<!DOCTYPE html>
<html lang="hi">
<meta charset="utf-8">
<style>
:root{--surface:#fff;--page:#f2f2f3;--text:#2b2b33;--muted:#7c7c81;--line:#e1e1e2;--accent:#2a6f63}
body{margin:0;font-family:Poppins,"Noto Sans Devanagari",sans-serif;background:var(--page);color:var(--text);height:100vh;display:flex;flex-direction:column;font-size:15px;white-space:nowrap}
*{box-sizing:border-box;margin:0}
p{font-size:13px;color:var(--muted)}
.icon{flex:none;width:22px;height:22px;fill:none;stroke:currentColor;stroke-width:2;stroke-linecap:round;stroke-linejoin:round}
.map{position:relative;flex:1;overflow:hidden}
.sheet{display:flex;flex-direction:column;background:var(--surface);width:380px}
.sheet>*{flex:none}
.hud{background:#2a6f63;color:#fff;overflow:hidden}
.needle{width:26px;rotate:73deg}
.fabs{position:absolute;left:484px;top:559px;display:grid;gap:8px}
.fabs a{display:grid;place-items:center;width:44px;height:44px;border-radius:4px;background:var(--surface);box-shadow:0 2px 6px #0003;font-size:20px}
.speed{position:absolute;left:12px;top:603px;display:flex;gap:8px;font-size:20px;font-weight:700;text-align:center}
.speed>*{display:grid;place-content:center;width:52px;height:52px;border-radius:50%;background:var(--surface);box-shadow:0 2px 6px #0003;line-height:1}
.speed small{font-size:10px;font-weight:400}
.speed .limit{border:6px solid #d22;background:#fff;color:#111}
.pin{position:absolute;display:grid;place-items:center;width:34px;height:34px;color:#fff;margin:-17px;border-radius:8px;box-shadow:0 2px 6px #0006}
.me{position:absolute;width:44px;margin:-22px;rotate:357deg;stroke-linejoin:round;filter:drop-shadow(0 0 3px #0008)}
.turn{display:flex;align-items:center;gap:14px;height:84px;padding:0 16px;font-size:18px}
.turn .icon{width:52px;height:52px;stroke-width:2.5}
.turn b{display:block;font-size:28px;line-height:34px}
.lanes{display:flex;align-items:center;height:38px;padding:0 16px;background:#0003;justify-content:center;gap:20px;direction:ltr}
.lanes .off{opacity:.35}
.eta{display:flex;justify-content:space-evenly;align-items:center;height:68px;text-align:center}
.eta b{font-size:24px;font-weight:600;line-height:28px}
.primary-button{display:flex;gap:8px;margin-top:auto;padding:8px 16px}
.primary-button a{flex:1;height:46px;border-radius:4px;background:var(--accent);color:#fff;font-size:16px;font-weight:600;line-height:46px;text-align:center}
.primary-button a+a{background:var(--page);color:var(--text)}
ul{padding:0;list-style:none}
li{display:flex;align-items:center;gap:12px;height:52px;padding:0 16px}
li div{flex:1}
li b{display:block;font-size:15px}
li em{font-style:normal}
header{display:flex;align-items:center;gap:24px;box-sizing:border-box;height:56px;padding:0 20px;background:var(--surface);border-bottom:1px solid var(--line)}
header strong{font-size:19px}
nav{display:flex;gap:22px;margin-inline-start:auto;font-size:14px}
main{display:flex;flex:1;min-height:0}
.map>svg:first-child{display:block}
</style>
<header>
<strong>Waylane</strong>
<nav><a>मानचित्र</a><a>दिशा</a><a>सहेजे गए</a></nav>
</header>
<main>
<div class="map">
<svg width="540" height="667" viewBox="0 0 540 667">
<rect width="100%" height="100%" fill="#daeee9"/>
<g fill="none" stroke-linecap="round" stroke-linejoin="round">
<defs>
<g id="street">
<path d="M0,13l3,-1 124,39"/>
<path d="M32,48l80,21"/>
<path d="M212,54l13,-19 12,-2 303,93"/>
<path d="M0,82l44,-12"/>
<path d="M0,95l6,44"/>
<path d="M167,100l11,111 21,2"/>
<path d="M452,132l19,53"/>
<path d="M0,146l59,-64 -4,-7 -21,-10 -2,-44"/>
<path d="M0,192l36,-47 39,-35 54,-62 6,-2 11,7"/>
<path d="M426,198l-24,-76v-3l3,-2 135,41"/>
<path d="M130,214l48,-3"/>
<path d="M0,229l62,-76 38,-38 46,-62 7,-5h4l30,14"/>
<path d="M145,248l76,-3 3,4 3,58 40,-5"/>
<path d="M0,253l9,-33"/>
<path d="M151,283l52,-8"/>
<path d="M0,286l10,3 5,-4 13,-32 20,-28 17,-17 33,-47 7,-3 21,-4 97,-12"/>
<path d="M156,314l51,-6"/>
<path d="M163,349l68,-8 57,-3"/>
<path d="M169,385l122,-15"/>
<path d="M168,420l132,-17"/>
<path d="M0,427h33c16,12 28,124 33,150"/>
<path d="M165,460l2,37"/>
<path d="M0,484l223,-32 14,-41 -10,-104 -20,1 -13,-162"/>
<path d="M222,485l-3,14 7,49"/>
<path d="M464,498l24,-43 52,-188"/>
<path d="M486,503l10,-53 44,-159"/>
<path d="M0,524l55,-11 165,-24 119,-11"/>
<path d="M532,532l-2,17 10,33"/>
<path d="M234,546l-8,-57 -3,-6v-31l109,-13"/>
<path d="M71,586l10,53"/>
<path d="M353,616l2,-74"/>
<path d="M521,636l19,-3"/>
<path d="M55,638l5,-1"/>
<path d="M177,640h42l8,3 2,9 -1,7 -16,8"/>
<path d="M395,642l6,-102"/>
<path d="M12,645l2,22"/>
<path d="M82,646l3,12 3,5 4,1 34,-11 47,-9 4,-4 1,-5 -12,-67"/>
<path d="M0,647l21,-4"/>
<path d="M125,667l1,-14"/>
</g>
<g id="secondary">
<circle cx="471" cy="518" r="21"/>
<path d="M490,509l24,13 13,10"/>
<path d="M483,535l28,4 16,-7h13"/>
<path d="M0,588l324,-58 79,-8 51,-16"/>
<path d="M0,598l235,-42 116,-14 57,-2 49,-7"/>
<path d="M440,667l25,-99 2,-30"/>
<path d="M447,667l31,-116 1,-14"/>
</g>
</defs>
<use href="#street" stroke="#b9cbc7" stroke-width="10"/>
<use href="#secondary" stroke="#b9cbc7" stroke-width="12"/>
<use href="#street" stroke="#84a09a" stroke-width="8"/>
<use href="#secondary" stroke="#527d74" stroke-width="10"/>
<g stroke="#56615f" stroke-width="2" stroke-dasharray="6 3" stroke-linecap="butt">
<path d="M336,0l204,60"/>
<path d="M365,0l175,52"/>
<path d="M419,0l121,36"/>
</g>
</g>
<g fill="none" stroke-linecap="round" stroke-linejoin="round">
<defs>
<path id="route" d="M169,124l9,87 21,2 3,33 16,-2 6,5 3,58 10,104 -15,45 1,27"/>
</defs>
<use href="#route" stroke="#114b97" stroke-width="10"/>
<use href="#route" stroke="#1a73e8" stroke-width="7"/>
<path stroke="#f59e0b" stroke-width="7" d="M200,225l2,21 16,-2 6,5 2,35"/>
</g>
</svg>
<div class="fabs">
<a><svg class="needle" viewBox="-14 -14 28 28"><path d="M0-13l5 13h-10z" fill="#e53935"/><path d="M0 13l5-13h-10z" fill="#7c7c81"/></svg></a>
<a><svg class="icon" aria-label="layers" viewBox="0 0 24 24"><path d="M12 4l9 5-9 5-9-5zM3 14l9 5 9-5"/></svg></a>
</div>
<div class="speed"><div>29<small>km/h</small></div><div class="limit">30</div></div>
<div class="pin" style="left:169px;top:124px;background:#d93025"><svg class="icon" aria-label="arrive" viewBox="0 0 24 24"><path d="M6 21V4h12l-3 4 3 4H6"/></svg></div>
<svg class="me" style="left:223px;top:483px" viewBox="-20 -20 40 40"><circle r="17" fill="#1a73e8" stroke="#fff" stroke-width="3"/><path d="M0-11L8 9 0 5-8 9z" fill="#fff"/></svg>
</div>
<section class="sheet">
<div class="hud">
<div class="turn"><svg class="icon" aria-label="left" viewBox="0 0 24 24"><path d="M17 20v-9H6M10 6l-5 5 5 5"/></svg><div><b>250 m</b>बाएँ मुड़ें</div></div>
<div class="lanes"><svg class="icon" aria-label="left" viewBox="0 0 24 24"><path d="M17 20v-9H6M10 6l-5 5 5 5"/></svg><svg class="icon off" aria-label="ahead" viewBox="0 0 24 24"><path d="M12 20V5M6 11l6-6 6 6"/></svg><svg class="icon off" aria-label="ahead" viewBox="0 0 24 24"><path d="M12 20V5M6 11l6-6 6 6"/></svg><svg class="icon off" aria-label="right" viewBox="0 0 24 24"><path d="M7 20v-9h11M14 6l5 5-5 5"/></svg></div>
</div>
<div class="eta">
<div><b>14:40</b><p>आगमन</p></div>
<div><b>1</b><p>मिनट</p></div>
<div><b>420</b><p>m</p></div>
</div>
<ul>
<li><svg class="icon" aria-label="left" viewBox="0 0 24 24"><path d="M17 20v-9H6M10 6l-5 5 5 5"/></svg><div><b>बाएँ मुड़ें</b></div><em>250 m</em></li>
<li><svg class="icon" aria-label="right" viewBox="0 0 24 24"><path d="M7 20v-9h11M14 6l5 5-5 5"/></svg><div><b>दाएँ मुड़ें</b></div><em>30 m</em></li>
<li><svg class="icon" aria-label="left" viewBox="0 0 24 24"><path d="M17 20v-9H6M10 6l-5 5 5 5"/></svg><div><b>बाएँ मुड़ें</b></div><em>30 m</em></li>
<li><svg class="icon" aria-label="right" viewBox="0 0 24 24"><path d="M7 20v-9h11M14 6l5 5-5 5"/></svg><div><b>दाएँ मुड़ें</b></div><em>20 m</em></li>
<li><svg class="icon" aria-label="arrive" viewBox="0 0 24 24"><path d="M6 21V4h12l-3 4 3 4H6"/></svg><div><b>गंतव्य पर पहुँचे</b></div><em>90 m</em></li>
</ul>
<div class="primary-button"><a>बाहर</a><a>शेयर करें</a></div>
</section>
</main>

#####

_EXERCISE BRIEF_: Copy out each line from the listing that contains the string "limit".

_COMPLETED TASK_:
.speed .limit{border:6px solid #d22;background:#fff;color:#111}
<div class="speed"><div>29<small>km/h</small></div><div class="limit">30</div></div>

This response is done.